— WORK TO BE COMPLETED —
Pull out every line below that contains the word "Oladejo".
=-=-=-=-=
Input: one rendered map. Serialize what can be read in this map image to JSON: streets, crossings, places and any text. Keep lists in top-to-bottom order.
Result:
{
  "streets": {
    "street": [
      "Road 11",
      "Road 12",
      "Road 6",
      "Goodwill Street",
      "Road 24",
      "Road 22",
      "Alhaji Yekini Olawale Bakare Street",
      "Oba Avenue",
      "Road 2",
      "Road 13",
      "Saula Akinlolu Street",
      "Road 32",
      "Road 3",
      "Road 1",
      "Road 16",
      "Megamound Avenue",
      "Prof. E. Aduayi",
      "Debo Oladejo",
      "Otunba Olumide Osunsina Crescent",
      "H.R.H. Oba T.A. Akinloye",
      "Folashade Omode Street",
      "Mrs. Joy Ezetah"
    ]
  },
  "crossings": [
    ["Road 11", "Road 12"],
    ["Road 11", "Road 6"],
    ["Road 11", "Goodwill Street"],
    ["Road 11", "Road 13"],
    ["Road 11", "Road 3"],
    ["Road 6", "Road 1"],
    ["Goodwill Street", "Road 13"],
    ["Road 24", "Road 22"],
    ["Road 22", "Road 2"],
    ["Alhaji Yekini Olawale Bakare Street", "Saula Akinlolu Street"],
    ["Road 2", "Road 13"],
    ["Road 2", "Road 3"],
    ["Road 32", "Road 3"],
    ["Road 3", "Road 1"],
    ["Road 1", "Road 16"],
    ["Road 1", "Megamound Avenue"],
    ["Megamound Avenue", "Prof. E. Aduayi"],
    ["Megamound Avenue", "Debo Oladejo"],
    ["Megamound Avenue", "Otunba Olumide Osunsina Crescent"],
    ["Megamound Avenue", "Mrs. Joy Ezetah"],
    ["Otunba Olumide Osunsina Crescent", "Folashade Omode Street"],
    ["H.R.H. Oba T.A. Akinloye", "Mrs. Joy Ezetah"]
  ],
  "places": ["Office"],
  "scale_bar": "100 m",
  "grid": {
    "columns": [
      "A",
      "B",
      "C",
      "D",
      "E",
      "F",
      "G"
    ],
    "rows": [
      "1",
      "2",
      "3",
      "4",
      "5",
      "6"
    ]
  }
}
=-=-=-=-=
— SOLUTION FOR THIS PROBLEM —
      "Debo Oladejo",
    ["Megamound Avenue", "Debo Oladejo"],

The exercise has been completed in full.